RICHMOND — State lawmakers will try again this year to pass a controversial law requiring welfare recipients in Virginia to undergo drug testing.
Virginia was among three dozen states last year to introduce similar legislation that would apply to monthly cash benefits, food stamps or other public assistance programs. The measure died in the House of Delegates largely because of the estimated $1.3 million cost to hire additional staff and to administer and pay for the testing.
Supporters argue the state shouldn’t fund a welfare recipient’s drug habit. But opponents question why the bill targets only poor Virginians and whether the bill would do more harm than good for families and addicts.
Del. Dickie Bell, R-Staunton, introduced a bill for the 2012 General Assembly session that would require adults who seek monthly cash assistance through the federal Temporary Assistance for Needy Families program to be screened for possible substance abuse problems. If local social workers believe the person is abusing drugs, a drug test would then be ordered.
Applicants who test positive for drugs or refuse the test would be ineligible for the assistance for a year, according to the bill. Bell could not be reached for comment.
The Division of Legislative Services estimated the state would save just $553,000 a year due to applicants who would fail the test or decline the test, according to a fiscal impact statement for similar legislation introduced last year.
In comparison, the state provided about $110 million in cash benefits to TANF recipients in 2011, according to the Department of Social Services, which administers the program, along with food stamps and energy assistance programs.
About 35,000 families a month received TANF benefits in 2011. The average family received about $270 a month, according to the Department of Social Services.
Sen. Tom Garrett, R-Louisa County, who campaigned in support of drug testing last fall, said that the program is worth the cost.
“It really is about getting people in a position where they can help themselves. If you want to break the cycle of poverty where it exists, you need to first break the cycle of addiction,” Garrett said.
Testing isn’t meant to punish applicants and it should not lead to criminal charges, he said.
Identifying the problem and directing drug users to treatment centers will help ensure they are able to work, eventually alleviating the need for public assistance. That will help their families, and state coffers, Garrett said.

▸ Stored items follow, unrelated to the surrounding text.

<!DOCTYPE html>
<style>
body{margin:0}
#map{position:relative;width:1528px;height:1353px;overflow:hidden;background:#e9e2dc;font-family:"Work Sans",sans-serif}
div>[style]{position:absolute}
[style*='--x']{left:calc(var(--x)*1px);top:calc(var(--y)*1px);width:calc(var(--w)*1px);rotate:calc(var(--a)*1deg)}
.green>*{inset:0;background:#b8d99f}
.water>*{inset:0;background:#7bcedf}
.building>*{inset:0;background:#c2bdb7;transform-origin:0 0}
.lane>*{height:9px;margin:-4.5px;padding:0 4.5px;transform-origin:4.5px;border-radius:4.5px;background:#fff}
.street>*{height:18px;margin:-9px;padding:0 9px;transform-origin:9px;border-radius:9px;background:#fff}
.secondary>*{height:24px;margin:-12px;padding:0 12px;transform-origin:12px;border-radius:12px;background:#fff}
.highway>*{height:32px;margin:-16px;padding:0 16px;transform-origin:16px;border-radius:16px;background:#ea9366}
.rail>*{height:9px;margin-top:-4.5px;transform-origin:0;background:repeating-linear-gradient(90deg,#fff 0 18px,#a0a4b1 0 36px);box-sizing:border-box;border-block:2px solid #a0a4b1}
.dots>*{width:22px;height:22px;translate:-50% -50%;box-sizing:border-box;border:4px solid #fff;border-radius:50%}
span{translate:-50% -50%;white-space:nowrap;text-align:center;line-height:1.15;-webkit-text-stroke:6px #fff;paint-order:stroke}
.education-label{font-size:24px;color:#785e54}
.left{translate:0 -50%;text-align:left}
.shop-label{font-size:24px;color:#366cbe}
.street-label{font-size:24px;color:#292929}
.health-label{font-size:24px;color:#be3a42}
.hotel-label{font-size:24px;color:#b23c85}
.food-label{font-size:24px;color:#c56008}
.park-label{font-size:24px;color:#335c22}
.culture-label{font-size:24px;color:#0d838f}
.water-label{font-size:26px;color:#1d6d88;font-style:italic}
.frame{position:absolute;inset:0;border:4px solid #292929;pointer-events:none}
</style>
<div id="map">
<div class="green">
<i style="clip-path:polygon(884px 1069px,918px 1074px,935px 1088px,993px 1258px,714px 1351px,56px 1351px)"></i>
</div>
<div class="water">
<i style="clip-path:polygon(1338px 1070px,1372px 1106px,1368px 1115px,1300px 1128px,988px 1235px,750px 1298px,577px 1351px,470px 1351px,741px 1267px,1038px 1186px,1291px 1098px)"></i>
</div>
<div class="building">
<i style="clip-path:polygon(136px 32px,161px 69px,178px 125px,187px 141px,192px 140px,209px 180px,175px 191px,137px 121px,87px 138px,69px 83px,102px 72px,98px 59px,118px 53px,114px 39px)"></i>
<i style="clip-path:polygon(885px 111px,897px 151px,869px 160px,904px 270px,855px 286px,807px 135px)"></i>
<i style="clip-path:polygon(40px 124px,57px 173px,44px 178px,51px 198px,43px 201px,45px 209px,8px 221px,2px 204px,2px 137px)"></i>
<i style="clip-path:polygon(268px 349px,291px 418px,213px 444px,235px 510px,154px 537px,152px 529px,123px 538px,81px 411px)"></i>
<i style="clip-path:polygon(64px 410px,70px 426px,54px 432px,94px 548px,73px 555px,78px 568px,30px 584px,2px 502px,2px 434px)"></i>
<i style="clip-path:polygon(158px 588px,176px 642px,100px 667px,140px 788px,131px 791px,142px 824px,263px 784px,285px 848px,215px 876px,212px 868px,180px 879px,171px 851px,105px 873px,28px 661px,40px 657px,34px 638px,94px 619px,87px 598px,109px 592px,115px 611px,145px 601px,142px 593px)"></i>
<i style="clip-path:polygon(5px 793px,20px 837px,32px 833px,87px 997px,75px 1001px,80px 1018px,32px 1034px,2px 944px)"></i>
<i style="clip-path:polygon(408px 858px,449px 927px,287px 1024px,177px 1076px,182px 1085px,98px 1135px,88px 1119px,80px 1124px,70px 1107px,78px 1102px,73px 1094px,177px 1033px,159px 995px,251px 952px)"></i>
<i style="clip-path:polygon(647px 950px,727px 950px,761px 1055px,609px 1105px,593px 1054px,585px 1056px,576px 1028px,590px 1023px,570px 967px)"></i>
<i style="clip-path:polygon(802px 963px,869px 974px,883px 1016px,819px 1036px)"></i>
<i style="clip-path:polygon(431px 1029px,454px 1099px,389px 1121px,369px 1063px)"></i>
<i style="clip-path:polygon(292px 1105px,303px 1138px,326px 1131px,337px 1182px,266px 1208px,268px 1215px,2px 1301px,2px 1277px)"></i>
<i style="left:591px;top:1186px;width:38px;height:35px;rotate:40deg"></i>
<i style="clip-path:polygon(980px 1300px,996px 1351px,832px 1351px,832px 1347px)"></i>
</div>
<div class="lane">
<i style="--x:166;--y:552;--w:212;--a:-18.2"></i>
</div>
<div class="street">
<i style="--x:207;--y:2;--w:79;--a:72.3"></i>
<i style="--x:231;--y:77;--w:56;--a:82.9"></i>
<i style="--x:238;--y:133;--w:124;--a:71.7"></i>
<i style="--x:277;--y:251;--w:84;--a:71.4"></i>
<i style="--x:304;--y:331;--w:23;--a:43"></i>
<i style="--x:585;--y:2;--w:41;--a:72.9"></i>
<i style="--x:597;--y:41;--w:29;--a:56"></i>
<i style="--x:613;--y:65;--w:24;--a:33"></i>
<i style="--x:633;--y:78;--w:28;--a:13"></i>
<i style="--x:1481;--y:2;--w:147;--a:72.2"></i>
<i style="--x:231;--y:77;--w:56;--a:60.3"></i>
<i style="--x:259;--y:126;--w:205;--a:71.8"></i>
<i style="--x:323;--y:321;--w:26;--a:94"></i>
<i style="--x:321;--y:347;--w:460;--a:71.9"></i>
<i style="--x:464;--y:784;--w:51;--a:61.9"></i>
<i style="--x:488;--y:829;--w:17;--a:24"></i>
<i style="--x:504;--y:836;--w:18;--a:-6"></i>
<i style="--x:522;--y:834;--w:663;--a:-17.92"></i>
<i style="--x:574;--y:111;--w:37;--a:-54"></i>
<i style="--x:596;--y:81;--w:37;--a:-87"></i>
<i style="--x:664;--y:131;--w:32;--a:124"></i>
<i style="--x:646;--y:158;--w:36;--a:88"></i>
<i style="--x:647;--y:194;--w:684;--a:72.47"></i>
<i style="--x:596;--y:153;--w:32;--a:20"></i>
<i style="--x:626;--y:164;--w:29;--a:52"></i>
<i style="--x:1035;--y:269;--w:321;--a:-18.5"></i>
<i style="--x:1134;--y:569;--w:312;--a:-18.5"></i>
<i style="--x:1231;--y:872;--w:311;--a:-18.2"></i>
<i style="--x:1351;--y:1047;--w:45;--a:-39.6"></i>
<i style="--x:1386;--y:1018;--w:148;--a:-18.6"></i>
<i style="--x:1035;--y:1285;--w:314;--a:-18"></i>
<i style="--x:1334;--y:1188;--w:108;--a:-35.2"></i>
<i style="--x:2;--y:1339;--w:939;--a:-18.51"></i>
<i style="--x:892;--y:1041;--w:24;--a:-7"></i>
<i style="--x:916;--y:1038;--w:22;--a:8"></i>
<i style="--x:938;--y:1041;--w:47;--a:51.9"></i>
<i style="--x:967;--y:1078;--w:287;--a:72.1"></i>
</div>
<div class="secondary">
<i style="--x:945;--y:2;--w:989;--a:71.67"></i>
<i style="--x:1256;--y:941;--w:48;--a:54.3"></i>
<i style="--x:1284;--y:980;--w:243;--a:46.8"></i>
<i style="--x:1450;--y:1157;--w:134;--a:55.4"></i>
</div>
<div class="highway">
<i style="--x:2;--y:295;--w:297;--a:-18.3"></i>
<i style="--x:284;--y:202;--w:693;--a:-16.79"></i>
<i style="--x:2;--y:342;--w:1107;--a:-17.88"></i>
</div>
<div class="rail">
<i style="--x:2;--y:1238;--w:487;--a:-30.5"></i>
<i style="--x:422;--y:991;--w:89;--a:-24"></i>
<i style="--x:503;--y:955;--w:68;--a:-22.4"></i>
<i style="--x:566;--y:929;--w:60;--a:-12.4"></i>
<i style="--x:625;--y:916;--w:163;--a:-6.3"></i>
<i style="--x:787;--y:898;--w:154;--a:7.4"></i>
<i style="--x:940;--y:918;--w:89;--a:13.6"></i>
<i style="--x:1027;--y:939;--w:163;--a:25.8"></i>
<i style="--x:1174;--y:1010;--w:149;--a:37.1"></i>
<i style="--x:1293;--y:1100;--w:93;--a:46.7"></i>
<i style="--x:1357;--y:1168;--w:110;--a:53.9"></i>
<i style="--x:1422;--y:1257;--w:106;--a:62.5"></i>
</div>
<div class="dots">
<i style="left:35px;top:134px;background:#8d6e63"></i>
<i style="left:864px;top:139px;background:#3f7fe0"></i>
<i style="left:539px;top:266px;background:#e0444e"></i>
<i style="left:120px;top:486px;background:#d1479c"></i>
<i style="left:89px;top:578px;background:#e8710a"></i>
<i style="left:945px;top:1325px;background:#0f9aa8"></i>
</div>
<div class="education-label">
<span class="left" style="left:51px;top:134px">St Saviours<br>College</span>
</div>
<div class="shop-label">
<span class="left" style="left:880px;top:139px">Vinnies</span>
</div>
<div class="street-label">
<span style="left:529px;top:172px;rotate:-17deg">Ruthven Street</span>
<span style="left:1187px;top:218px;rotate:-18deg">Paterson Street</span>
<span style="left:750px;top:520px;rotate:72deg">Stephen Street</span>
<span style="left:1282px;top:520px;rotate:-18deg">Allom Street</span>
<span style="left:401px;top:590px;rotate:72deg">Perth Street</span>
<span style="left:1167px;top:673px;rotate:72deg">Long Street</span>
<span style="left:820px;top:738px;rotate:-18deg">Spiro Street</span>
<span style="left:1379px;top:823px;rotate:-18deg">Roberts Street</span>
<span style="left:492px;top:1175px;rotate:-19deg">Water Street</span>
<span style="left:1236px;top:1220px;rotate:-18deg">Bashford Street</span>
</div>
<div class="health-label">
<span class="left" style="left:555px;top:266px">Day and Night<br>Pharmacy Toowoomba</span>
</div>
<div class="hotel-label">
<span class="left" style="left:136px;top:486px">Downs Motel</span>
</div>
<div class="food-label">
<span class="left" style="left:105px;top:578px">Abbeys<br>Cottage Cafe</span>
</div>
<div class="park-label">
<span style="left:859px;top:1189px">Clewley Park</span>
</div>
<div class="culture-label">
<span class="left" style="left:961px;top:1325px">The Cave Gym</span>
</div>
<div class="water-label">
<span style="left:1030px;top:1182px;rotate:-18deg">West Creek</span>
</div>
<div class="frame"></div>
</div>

But Del. David J. Toscano, D-Charlottesville, questioned the logic of targeting poor Virginians. And he wants to know whether data back up the assumption that welfare recipients have a higher rate of substance abuse than do middle- and upper-class Virginians, he said.
Toscano, the House minority leader, said the same principle could apply to any state-provided public benefit, including tax breaks for corporations or unemployment insurance for workers.
“Where does it stop?” he said.
Marjorie Yates, a recovery services manager with the Substance Abuse and Recovery Alliance in Richmond, said that addiction doesn’t discriminate and that poor Virginians are not more likely to abuse drugs and alcohol than any other social class.
And Yates doesn’t believe mandatory testing and treatment will help applicants with a drug problem. Only when addicts recognize they have a problem and want help will they beat the addiction, Yates said.
Adults must be responsible for a child to be eligible for the help and often are required to take part in workforce training or job searching to receive benefits. Virginia provides benefits for up to 24 months but most families filter in and out of the program every few months, said Tom Steinhauser, director of benefit programs for the Department of Social Services.
TANF cases spiked in mid-2010, when the state saw as many as 37,000 families a month receiving benefits — a 15 percent increase since the economy began to weaken in 2007, Steinhauser said.
Out of 36 states that introduced legislation last year, just three — Arizona, Florida, and Missouri — enacted laws requiring drug testing for welfare recipients, according to the National Conference of State Legislatures.
Florida’s law is being challenged in court.
A 2003 court ruling out of Michigan requires case workers to have reasonable suspicion of drug use before requiring a drug test. Bell’s bill would meet that legal threshold, said LaTonya Reed, staff attorney for the Virginia Poverty Law Center, which is tracking the legislation.